In his first real memory, not a muddled glimpse but a sequence in time, Carl was four and Marissa was forty. They were eating popcorn on the carpet while reporters canoed through the Ninth Ward of New Orleans. He asked, “How far is that?” and Marissa replied, “Today? I need a place of peace. What’s it called, Carl, when you can concentrate? I’m losing focus, you’d do better with your sisters, they’d cook you food, at least,” and so on, patting his head to a peculiar rhythm. He asked no further questions. He was silenced by the thought that, even as he sat beside her, he might see his mother floating across the TV, face-down in the putrid waters spilling from Lake Pontchartrain. Lighting a pipe she’d never concealed from him, she said, “Don’t tell,” as if loyalty was something he still needed to learn. For years in his nightmares they’d been carting her off to jail. Those dreams stopped when Silas died.

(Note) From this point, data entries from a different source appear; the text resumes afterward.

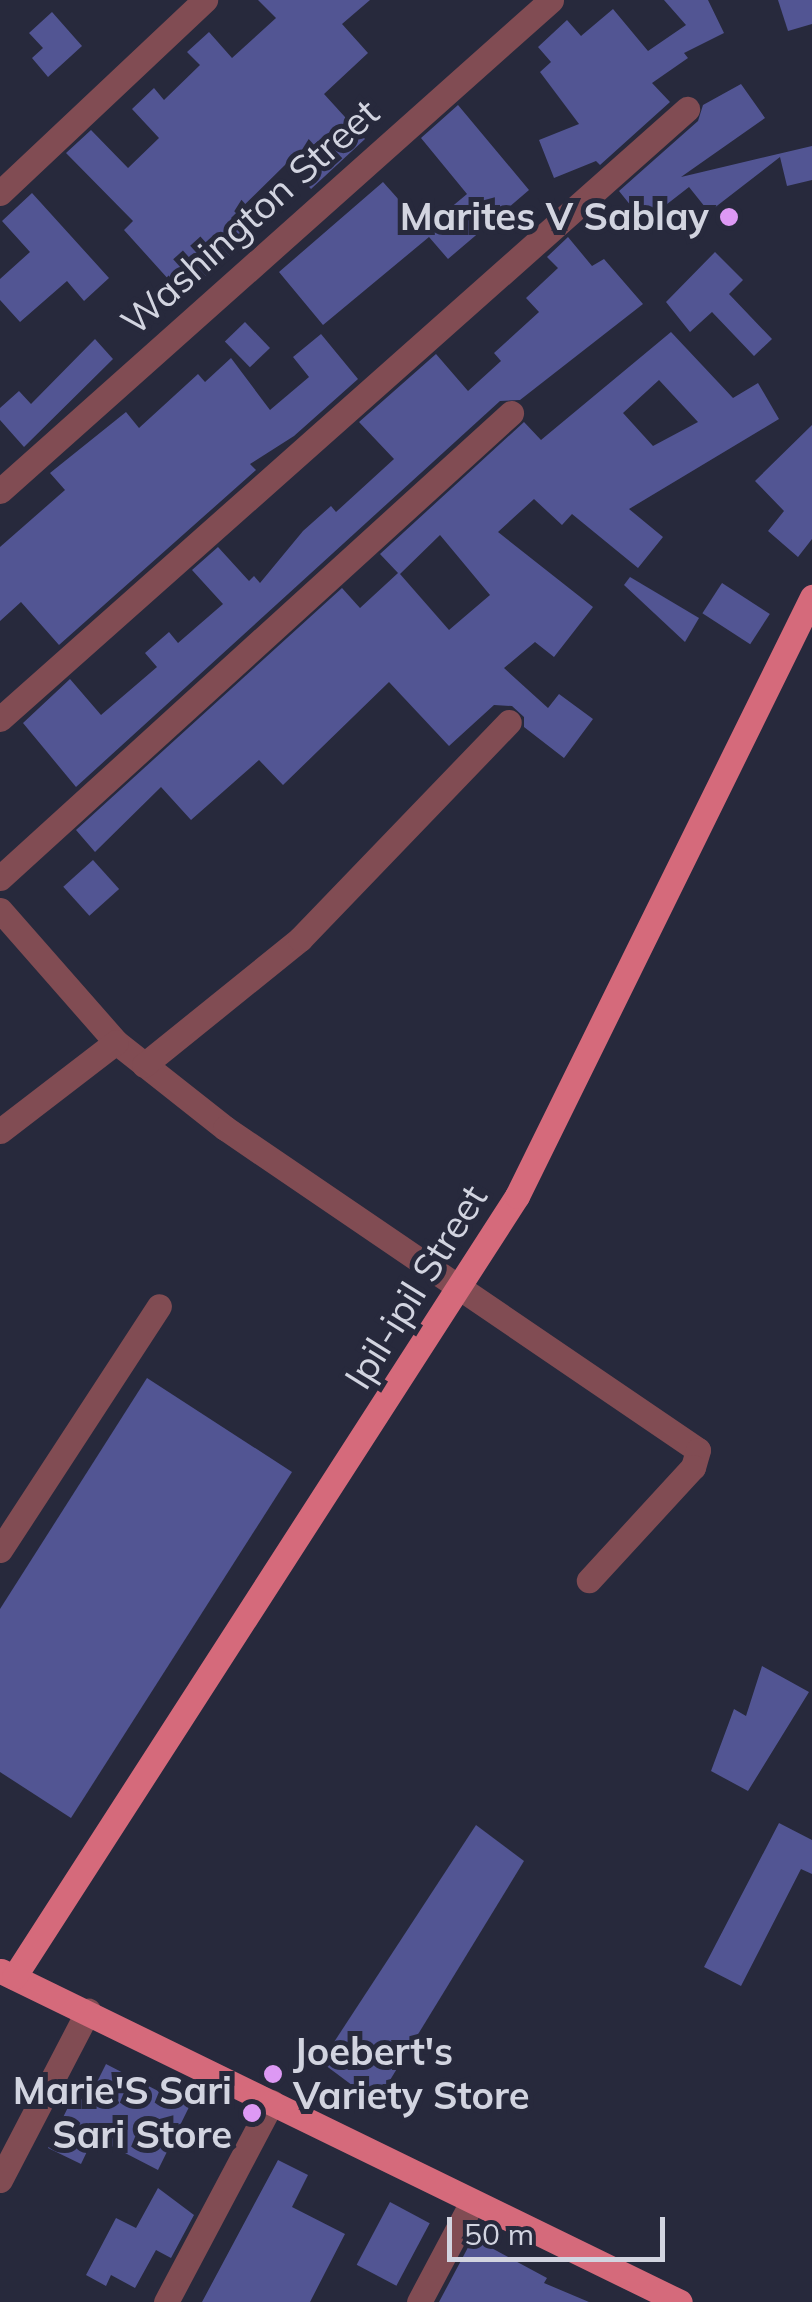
<!DOCTYPE html>
<style>
body{margin:0}
#map{position:relative;width:812px;height:2302px;overflow:hidden;background:#27293c;font-family:Mulish,sans-serif}
div>[style]{position:absolute}
.building>*{inset:0;background:#525593;transform-origin:0 0}
.minor>*{height:25px;margin:-12.5px;padding:0 12.5px;transform-origin:12.5px;border-radius:12.5px;background:#814c53}
.major>*{height:25px;margin:-12.5px;padding:0 12.5px;transform-origin:12.5px;border-radius:12.5px;background:#d56a7b}
.dots>*{width:28px;height:28px;translate:-50% -50%;box-sizing:border-box;border:5px solid #27293c;border-radius:50%}
span{translate:-50% -50%;white-space:nowrap;text-align:center;line-height:1.15;-webkit-text-stroke:10px #27293c;paint-order:stroke}
.street-label{font-size:38px;color:#d2d4e0}
.poi-label{font-size:38px;color:#d2d4e0;font-weight:700}
.right{translate:-100% -50%;text-align:right}
.left{translate:0 -50%;text-align:left}
.scale{position:absolute;left:447px;top:2217px;width:218px;height:45px;box-sizing:border-box;border:5px solid #d2d4e0;border-top:0;padding-left:12px;font-size:30px;line-height:35px;white-space:nowrap;color:#d2d4e0;-webkit-text-stroke:8px #27293c;paint-order:stroke}
</style>
<div id="map">
<div class="building">
<div style="clip-path:polygon(258px 0,370px 0,342px 24px,368px 53px,324px 94px,365px 139px,311px 189px,287px 163px,231px 218px,250px 240px,190px 290px,185px 285px,179px 291px,124px 230px,133px 221px,66px 153px,91px 130px,128px 168px,159px 138px,132px 109px,154px 88px,164px 100px,200px 65px,187px 52px,209px 32px,232px 58px,276px 18px)"></div>
<div style="clip-path:polygon(664px 0,708px 0,724px 33px,684px 53px,688px 58px,652px 83px,670px 102px,600px 165px,596px 161px,554px 178px,539px 140px,579px 124px,540px 72px,551px 62px,538px 47px,567px 20px,581px 36px,613px 9px,648px 51px,686px 25px)"></div>
<div style="clip-path:polygon(778px 0,812px 0,812px 24px,788px 31px)"></div>
<div style="clip-path:polygon(52px 12px,82px 46px,48px 77px,32px 58px,43px 48px,29px 33px)"></div>
<div style="clip-path:polygon(741px 84px,765px 118px,681px 177px,812px 146px,812px 180px,787px 186px,780px 157px,709px 212px,689px 187px,644px 222px,619px 191px,698px 121px,703px 105px)"></div>
<div style="clip-path:polygon(458px 105px,529px 190px,448px 259px,429px 237px,323px 325px,279px 272px,383px 182px,425px 229px,467px 194px,421px 138px)"></div>
<div style="clip-path:polygon(32px 193px,109px 278px,84px 301px,67px 281px,20px 322px,0 300px,0 279px,30px 252px,2px 221px)"></div>
<div style="clip-path:polygon(568px 237px,592px 266px,604px 259px,643px 304px,520px 400px,500px 401px,76px 787px,23px 723px,70px 679px,101px 715px,157px 667px,145px 653px,169px 632px,178px 643px,223px 604px,192px 570px,218px 547px,249px 581px,254px 576px,260px 583px,303px 531px,331px 506px,336px 512px,394px 459px,359px 422px,436px 354px,468px 391px,501px 361px,494px 353px,539px 312px,526px 298px,558px 268px,547px 257px)"></div>
<div style="clip-path:polygon(715px 252px,743px 280px,729px 294px,772px 339px,754px 356px,712px 312px,690px 332px,666px 302px)"></div>
<div style="left:245px;top:322px;width:36px;height:28px;rotate:46deg"></div>
<div style="clip-path:polygon(evenodd,671px 332px,733px 398px,758px 383px,779px 419px,629px 509px,663px 537px,638px 568px,572px 514px,562px 525px,534px 499px,498px 532px,593px 607px,554px 657px,535px 642px,504px 668px,548px 708px,559px 694px,593px 719px,564px 758px,524px 727px,524px 717px,512px 706px,494px 705px,449px 746px,389px 682px,283px 785px,259px 760px,191px 820px,161px 787px,95px 852px,76px 830px,342px 588px,360px 608px,398px 573px,380px 554px,524px 422px,541px 440px,671px 332px,659px 380px,698px 422px,653px 446px,623px 413px,659px 380px,671px 332px,440px 535px,490px 595px,449px 630px,400px 574px,440px 535px)"></div>
<div style="clip-path:polygon(321px 334px,358px 379px,294px 436px,250px 464px,256px 470px,59px 645px,21px 602px,0 621px,0 547px,65px 490px,50px 473px,126px 412px,139px 428px,198px 374px,205px 382px,231px 358px,270px 410px,309px 377px,293px 357px)"></div>
<div style="clip-path:polygon(95px 339px,113px 359px,24px 447px,0 420px,0 408px,19px 391px,31px 404px)"></div>
<div style="clip-path:polygon(812px 425px,812px 539px,798px 557px,768px 531px,784px 511px,755px 481px)"></div>
<div style="clip-path:polygon(630px 577px,699px 618px,685px 642px,624px 585px)"></div>
<div style="left:722px;top:583px;width:57px;height:36px;rotate:33deg"></div>
<div style="left:93px;top:860px;width:39px;height:40px;rotate:48deg"></div>
<div style="clip-path:polygon(147px 1378px,292px 1472px,71px 1818px,0 1772px,0 1609px)"></div>
<div style="clip-path:polygon(762px 1666px,809px 1692px,748px 1791px,711px 1771px,734px 1709px,746px 1716px)"></div>
<div style="clip-path:polygon(779px 1823px,812px 1840px,812px 1874px,801px 1869px,741px 1986px,704px 1967px)"></div>
<div style="clip-path:polygon(476px 1825px,524px 1861px,376px 2103px,321px 2062px)"></div>
<div style="clip-path:polygon(106px 2064px,162px 2093px,193px 2099px,158px 2170px,94px 2137px,81px 2164px,48px 2148px,74px 2095px,87px 2102px)"></div>
<div style="clip-path:polygon(278px 2160px,308px 2175px,292px 2207px,345px 2234px,310px 2302px,202px 2302px)"></div>
<div style="clip-path:polygon(158px 2188px,194px 2215px,171px 2258px,156px 2250px,135px 2288px,111px 2275px,106px 2286px,86px 2275px,116px 2218px,136px 2228px)"></div>
<div style="left:390px;top:2202px;width:45px;height:71px;rotate:28deg"></div>
<div style="clip-path:polygon(473px 2238px,547px 2278px,544px 2283px,589px 2302px,439px 2302px)"></div>
</div>
<div class="minor">
<div style="left:0;top:193px;width:282px;rotate:-43.3deg"></div>
<div style="left:0;top:491px;width:738px;rotate:-41.7deg"></div>
<div style="left:0;top:719px;width:919px;rotate:-41.6deg"></div>
<div style="left:0;top:878px;width:691px;rotate:-42.3deg"></div>
<div style="left:0;top:910px;width:176px;rotate:48.7deg"></div>
<div style="left:116px;top:1042px;width:139px;rotate:38.3deg"></div>
<div style="left:225px;top:1128px;width:572px;rotate:34.25deg"></div>
<div style="left:698px;top:1450px;width:18px;rotate:106deg"></div>
<div style="left:693px;top:1467px;width:154px;rotate:132.6deg"></div>
<div style="left:144px;top:1065px;width:201px;rotate:-38.9deg"></div>
<div style="left:300px;top:939px;width:301px;rotate:-46.1deg"></div>
<div style="left:0;top:1131px;width:146px;rotate:-37.5deg"></div>
<div style="left:0;top:1550px;width:291px;rotate:-56.9deg"></div>
<div style="left:0;top:2180px;width:191px;rotate:-62.5deg"></div>
<div style="left:166px;top:2302px;width:226px;rotate:-62.1deg"></div>
<div style="left:419px;top:2302px;width:111px;rotate:-62deg"></div>
</div>
<div class="major">
<div style="left:1px;top:1971px;width:755px;rotate:25.99deg"></div>
<div style="left:14px;top:1977px;width:929px;rotate:-57.22deg"></div>
<div style="left:517px;top:1196px;width:668px;rotate:-63.78deg"></div>
</div>
<div class="dots">
<div style="left:729px;top:217px;background:#dd99f4"></div>
<div style="left:273px;top:2074px;background:#dd99f4"></div>
<div style="left:252px;top:2113px;background:#dd99f4"></div>
</div>
<div class="street-label">
<span style="left:250px;top:217px;rotate:-42deg">Washington Street</span>
<span style="left:416px;top:1287px;rotate:-58deg">Ipil-ipil Street</span>
</div>
<div class="poi-label">
<span class="right" style="left:709px;top:217px">Marites V Sablay</span>
<span class="left" style="left:293px;top:2074px">Joebert's<br>Variety Store</span>
<span class="right" style="left:232px;top:2113px">Marie'S Sari<br>Sari Store</span>
</div>
<div class="scale">50 m</div>
</div>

Not that the death had coincided with an upturn in Marissa’s life. Lately she was getting messed up with a taxidermist named Willy. One October night while Willy and Marissa were out joyriding, Carl tried to conjure another of the old dreams to prove that he still loved her. Over and over he crashed cars on dark highways in his mind until he was envisioning his own transfer from juvenile to adult prison, where the guard warned the other inmates, “This one’s a sex offender.”